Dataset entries
-=-=-

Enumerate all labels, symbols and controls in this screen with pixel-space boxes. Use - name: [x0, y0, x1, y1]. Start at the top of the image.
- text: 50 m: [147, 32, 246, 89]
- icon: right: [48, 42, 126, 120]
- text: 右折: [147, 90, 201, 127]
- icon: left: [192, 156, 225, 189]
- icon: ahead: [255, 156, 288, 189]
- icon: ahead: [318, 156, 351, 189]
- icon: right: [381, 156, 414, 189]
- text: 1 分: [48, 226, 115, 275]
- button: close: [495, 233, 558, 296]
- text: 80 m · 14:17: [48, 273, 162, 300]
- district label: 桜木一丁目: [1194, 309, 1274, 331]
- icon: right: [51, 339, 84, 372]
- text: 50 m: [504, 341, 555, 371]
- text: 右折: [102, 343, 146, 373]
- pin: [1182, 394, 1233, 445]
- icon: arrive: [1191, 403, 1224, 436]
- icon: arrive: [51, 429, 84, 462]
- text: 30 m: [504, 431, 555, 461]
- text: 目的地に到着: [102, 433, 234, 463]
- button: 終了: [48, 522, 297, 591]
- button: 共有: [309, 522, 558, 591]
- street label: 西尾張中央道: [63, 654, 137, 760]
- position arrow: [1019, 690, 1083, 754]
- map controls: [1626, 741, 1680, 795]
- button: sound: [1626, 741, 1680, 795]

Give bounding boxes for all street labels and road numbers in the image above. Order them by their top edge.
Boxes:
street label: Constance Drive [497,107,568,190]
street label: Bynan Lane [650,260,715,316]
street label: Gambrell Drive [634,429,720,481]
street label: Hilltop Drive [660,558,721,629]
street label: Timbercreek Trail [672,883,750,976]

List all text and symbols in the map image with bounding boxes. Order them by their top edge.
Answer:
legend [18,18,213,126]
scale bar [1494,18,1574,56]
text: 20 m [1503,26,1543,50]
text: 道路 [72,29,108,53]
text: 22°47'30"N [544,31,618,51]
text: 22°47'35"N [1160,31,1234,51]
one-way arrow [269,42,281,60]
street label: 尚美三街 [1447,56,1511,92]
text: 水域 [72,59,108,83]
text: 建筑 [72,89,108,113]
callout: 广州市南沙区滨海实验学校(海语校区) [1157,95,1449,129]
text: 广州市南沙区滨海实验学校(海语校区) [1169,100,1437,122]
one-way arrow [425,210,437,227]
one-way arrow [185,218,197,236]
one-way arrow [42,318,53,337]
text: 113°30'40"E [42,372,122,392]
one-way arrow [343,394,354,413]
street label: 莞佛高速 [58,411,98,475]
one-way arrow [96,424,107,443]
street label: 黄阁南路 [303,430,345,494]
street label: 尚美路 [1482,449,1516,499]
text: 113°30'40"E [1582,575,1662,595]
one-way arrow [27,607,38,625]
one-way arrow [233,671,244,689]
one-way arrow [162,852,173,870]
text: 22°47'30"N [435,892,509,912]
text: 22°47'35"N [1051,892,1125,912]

-=-=-

## BRIEF
For the lines above, output exactly those from the line containing "Give bounding boxes" through the line containing "List all text", and skip the others.

## TASK SOLUTION
Give bounding boxes for all street labels and road numbers in the image above. Order them by their top edge.
Boxes:
street label: Constance Drive [497,107,568,190]
street label: Bynan Lane [650,260,715,316]
street label: Gambrell Drive [634,429,720,481]
street label: Hilltop Drive [660,558,721,629]
street label: Timbercreek Trail [672,883,750,976]

List all text and symbols in the map image with bounding boxes. Order them by their top edge.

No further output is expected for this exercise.